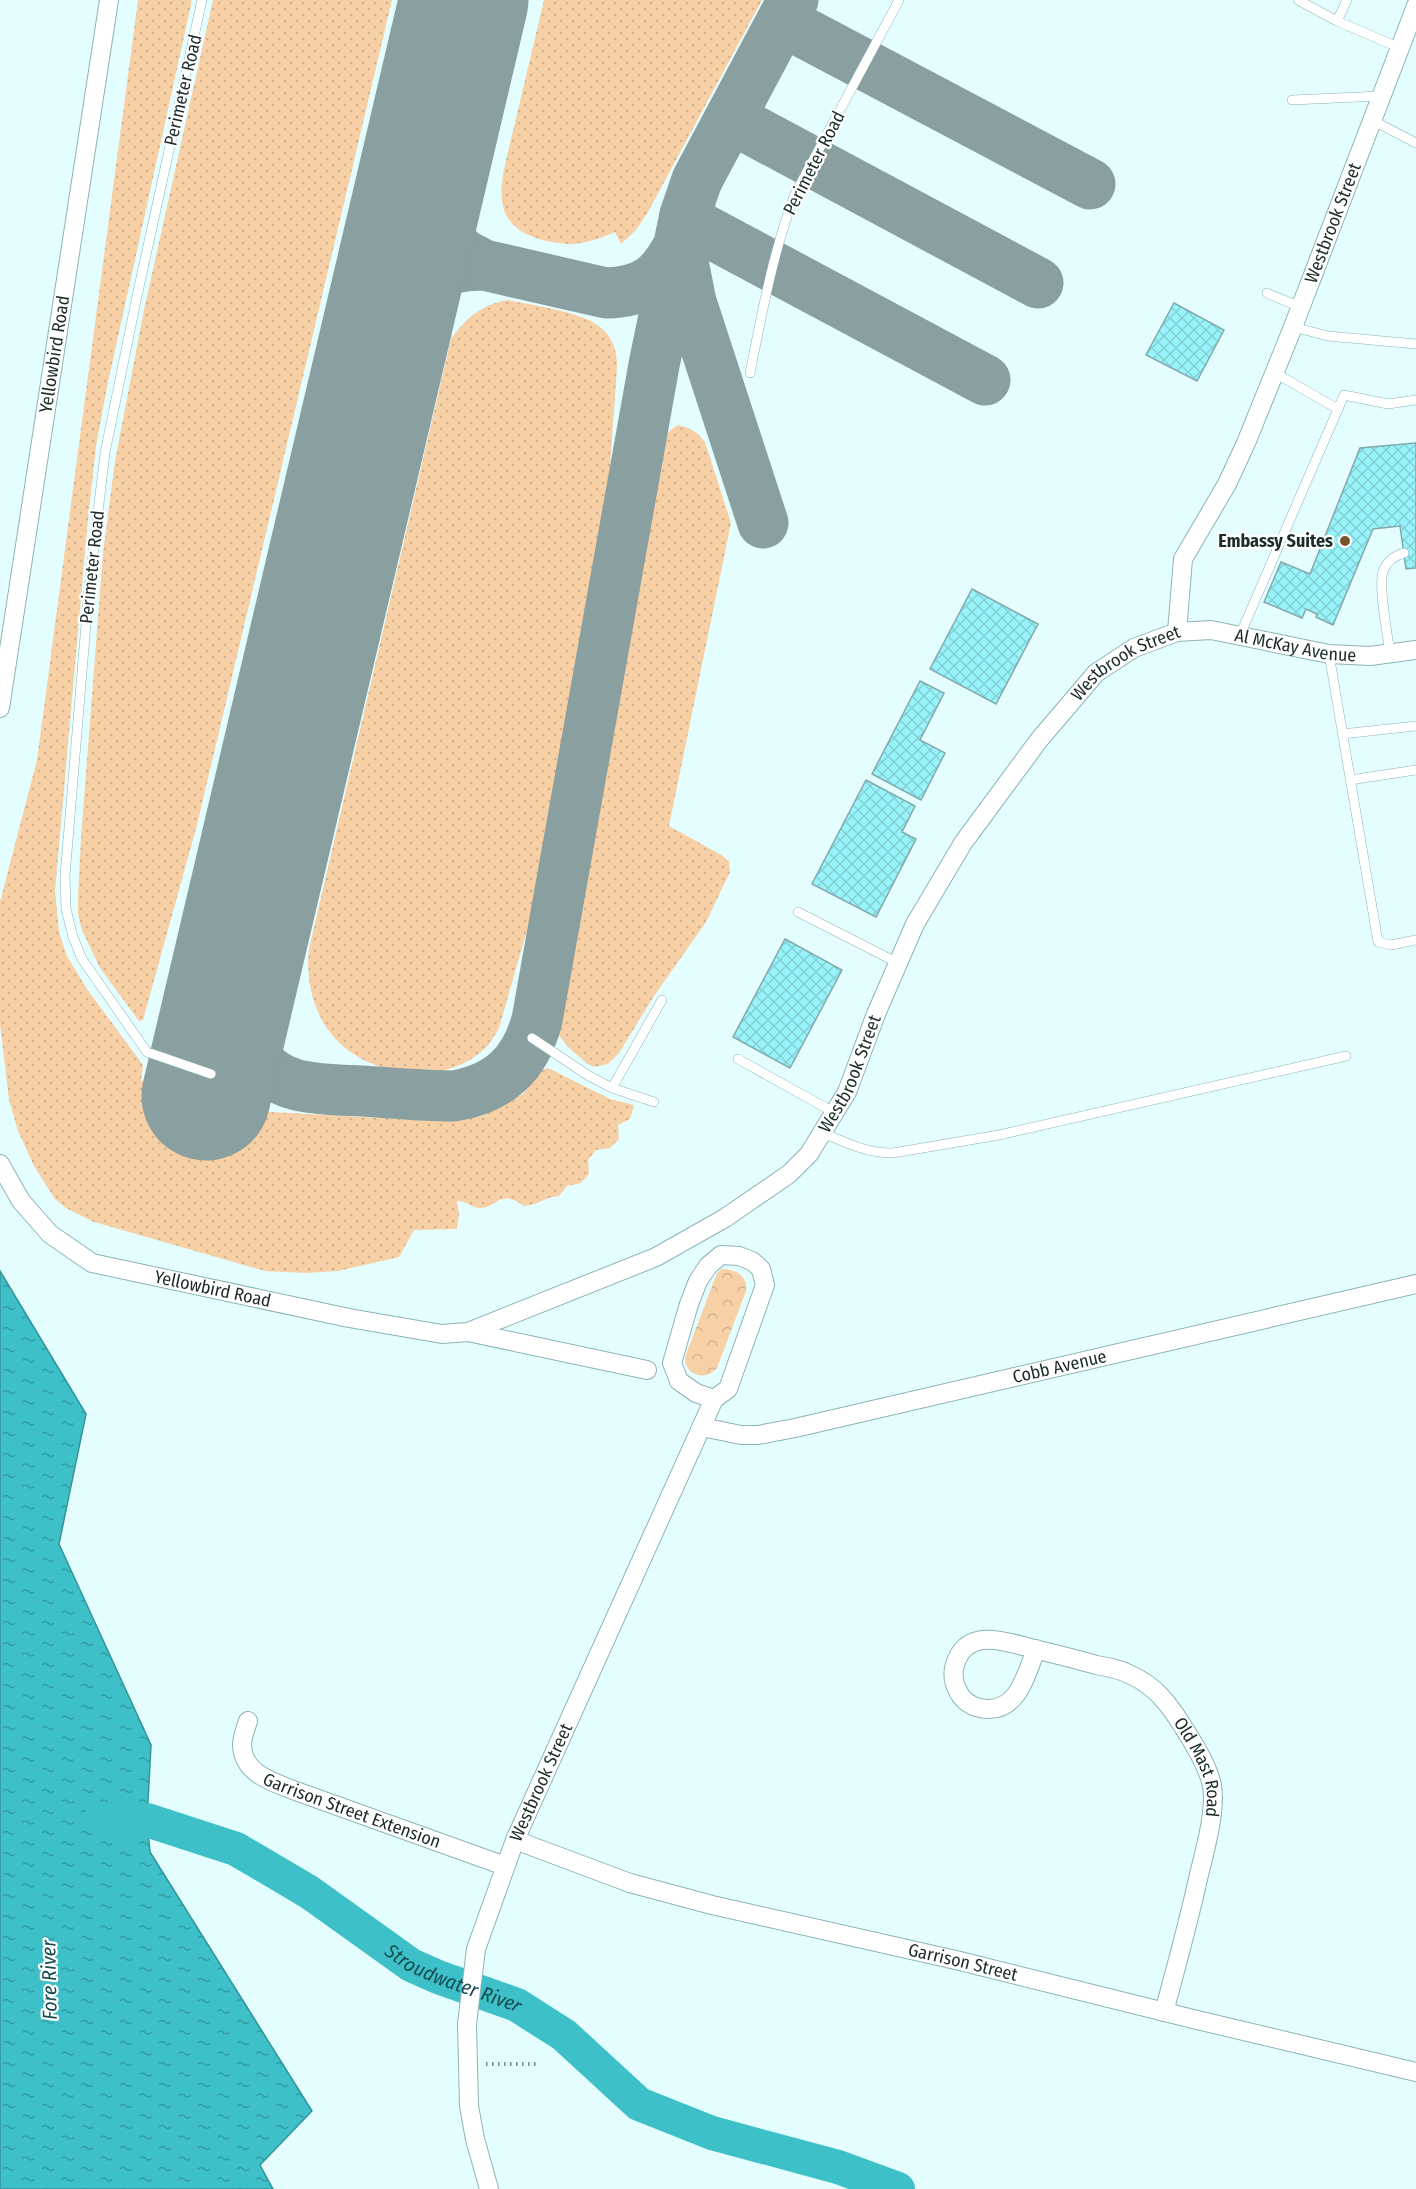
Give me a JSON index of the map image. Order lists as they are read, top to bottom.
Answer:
{
  "streets": {
    "street": [
      "Westbrook Street",
      "Yellowbird Road",
      "Al McKay Avenue",
      "Cobb Avenue",
      "Old Mast Road",
      "Garrison Street Extension",
      "Garrison Street"
    ],
    "lane": ["Perimeter Road"]
  },
  "crossings": [
    ["Westbrook Street", "Yellowbird Road"],
    ["Westbrook Street", "Al McKay Avenue"],
    ["Westbrook Street", "Cobb Avenue"],
    ["Westbrook Street", "Garrison Street Extension"],
    ["Westbrook Street", "Garrison Street"],
    ["Old Mast Road", "Garrison Street"]
  ],
  "water": ["Stroudwater River", "Fore River"],
  "places": ["Embassy Suites"]
}
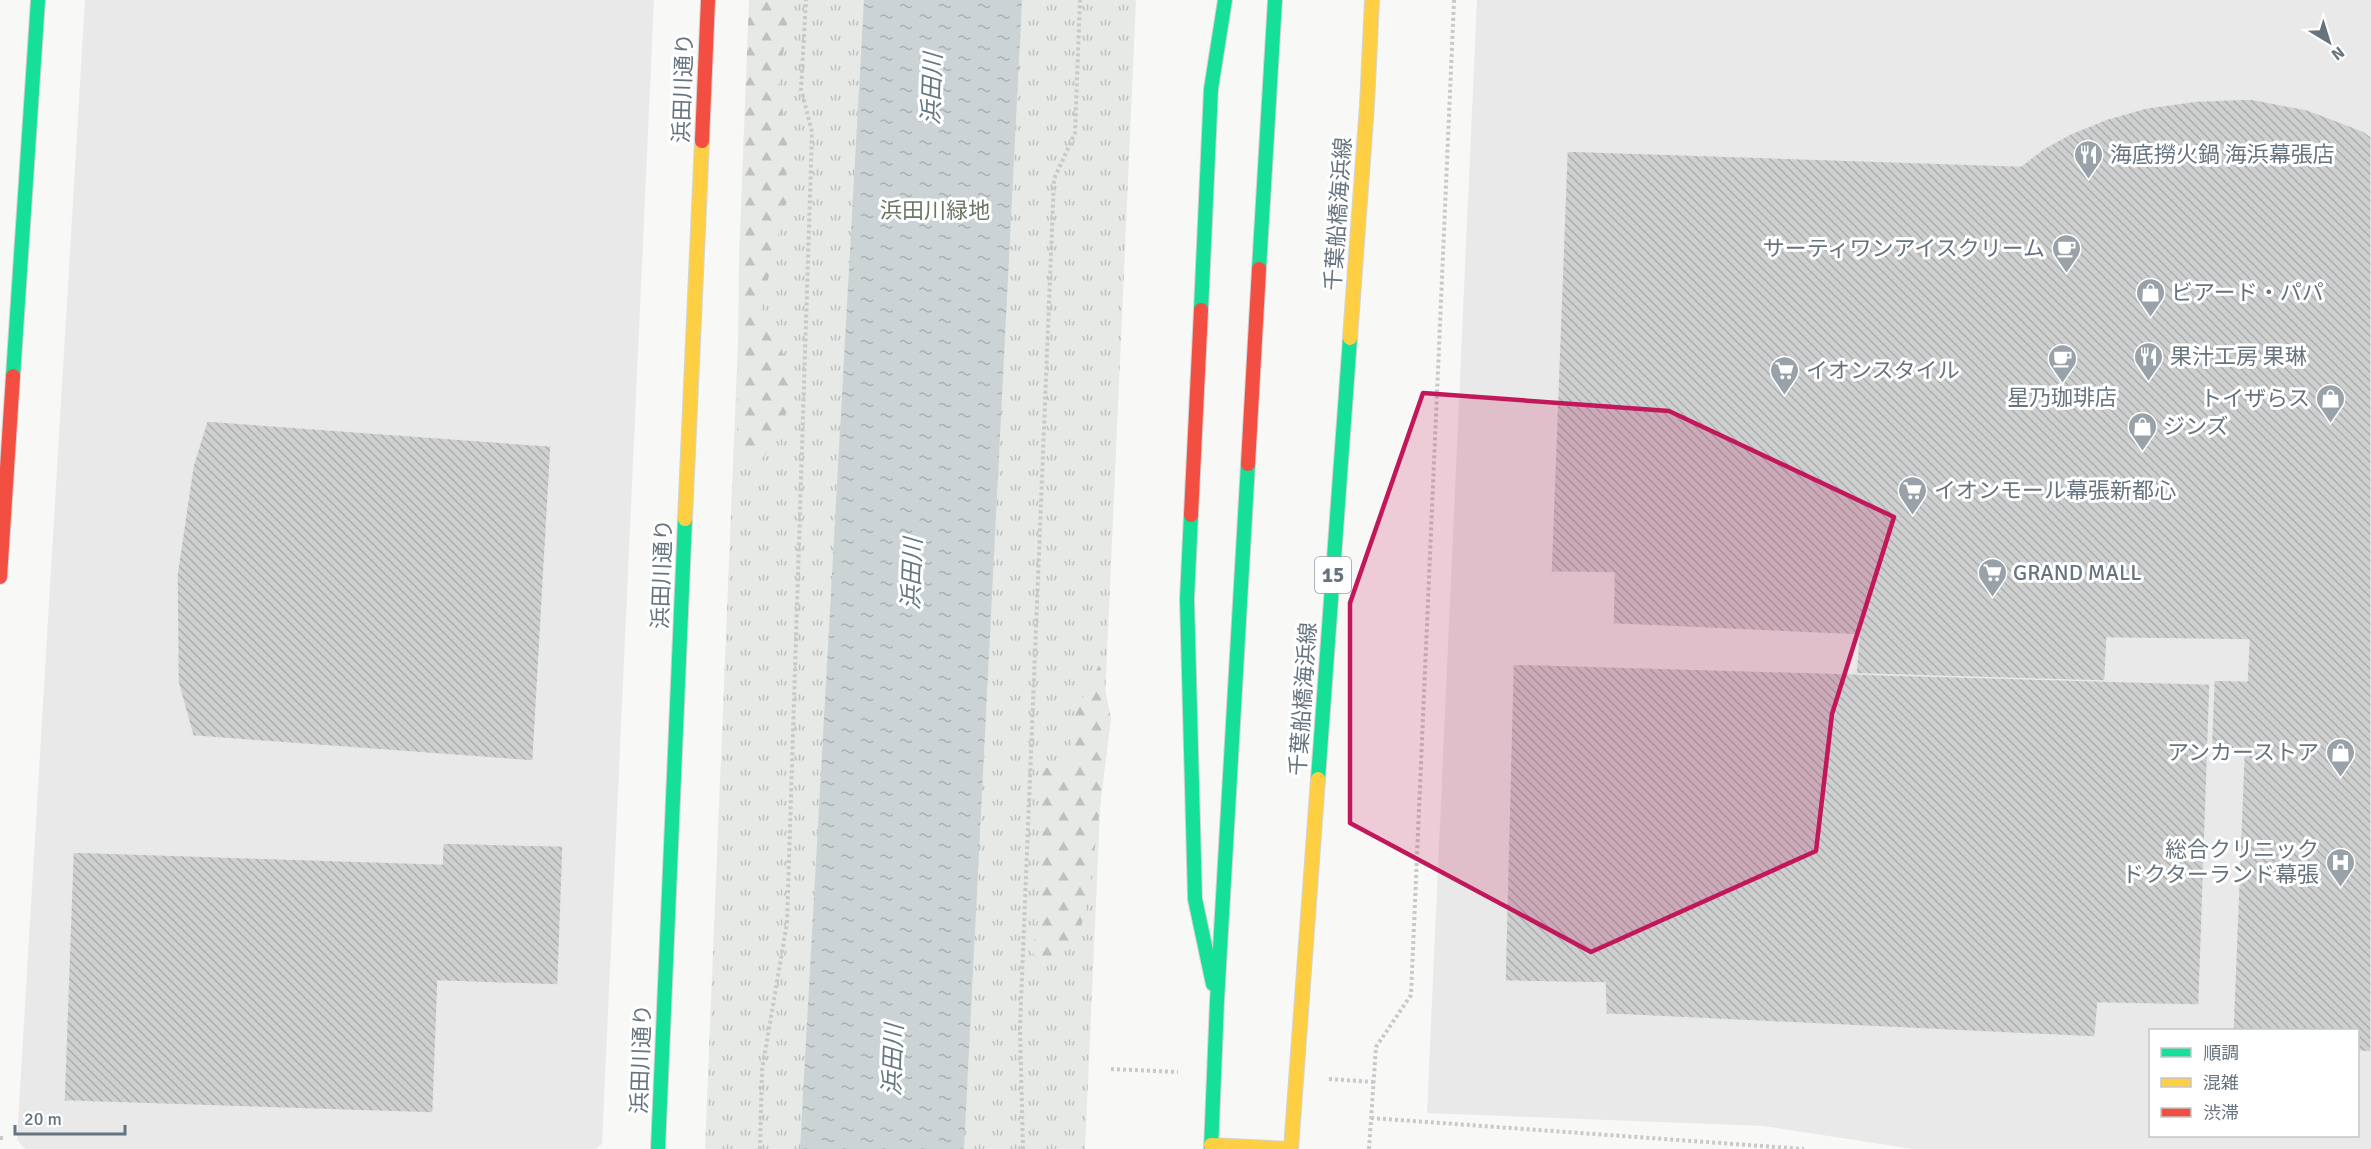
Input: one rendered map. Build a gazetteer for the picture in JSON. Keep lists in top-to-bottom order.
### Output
{
  "streets": {
    "street": ["浜田川通り", "千葉船橋海浜線", "15"]
  },
  "water": ["浜田川"],
  "parks": ["浜田川緑地"],
  "places": {
    "restaurant": ["海底撈火鍋 海浜幕張店", "果汁工房 果琳"],
    "cafe": ["サーティワンアイスクリーム", "星乃珈琲店"],
    "shop": [
      "ビアード・パパ",
      "トイザらス",
      "ジンズ",
      "アンカーストア"
    ],
    "supermarket": ["イオンスタイル", "イオンモール幕張新都心", "GRAND MALL"],
    "hospital": ["総合クリニック ドクターランド幕張"]
  },
  "legend": ["順調", "混雑", "渋滞"],
  "scale_bar": "20 m",
  "north": "bottom right"
}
-=-=-
● **Directions for this task**: Everything in the records is to be repeated verbatim except the pictures.

● **Solution**:
Give me a JSON index of the map image. Order lists as they are read, top to bottom.
Answer:
{
  "streets": {
    "street": [
      "Westbrook Street",
      "Yellowbird Road",
      "Al McKay Avenue",
      "Cobb Avenue",
      "Old Mast Road",
      "Garrison Street Extension",
      "Garrison Street"
    ],
    "lane": ["Perimeter Road"]
  },
  "crossings": [
    ["Westbrook Street", "Yellowbird Road"],
    ["Westbrook Street", "Al McKay Avenue"],
    ["Westbrook Street", "Cobb Avenue"],
    ["Westbrook Street", "Garrison Street Extension"],
    ["Westbrook Street", "Garrison Street"],
    ["Old Mast Road", "Garrison Street"]
  ],
  "water": ["Stroudwater River", "Fore River"],
  "places": ["Embassy Suites"]
}
Input: one rendered map. Build a gazetteer for the picture in JSON. Keep lists in top-to-bottom order.
### Output
{
  "streets": {
    "street": ["浜田川通り", "千葉船橋海浜線", "15"]
  },
  "water": ["浜田川"],
  "parks": ["浜田川緑地"],
  "places": {
    "restaurant": ["海底撈火鍋 海浜幕張店", "果汁工房 果琳"],
    "cafe": ["サーティワンアイスクリーム", "星乃珈琲店"],
    "shop": [
      "ビアード・パパ",
      "トイザらス",
      "ジンズ",
      "アンカーストア"
    ],
    "supermarket": ["イオンスタイル", "イオンモール幕張新都心", "GRAND MALL"],
    "hospital": ["総合クリニック ドクターランド幕張"]
  },
  "legend": ["順調", "混雑", "渋滞"],
  "scale_bar": "20 m",
  "north": "bottom right"
}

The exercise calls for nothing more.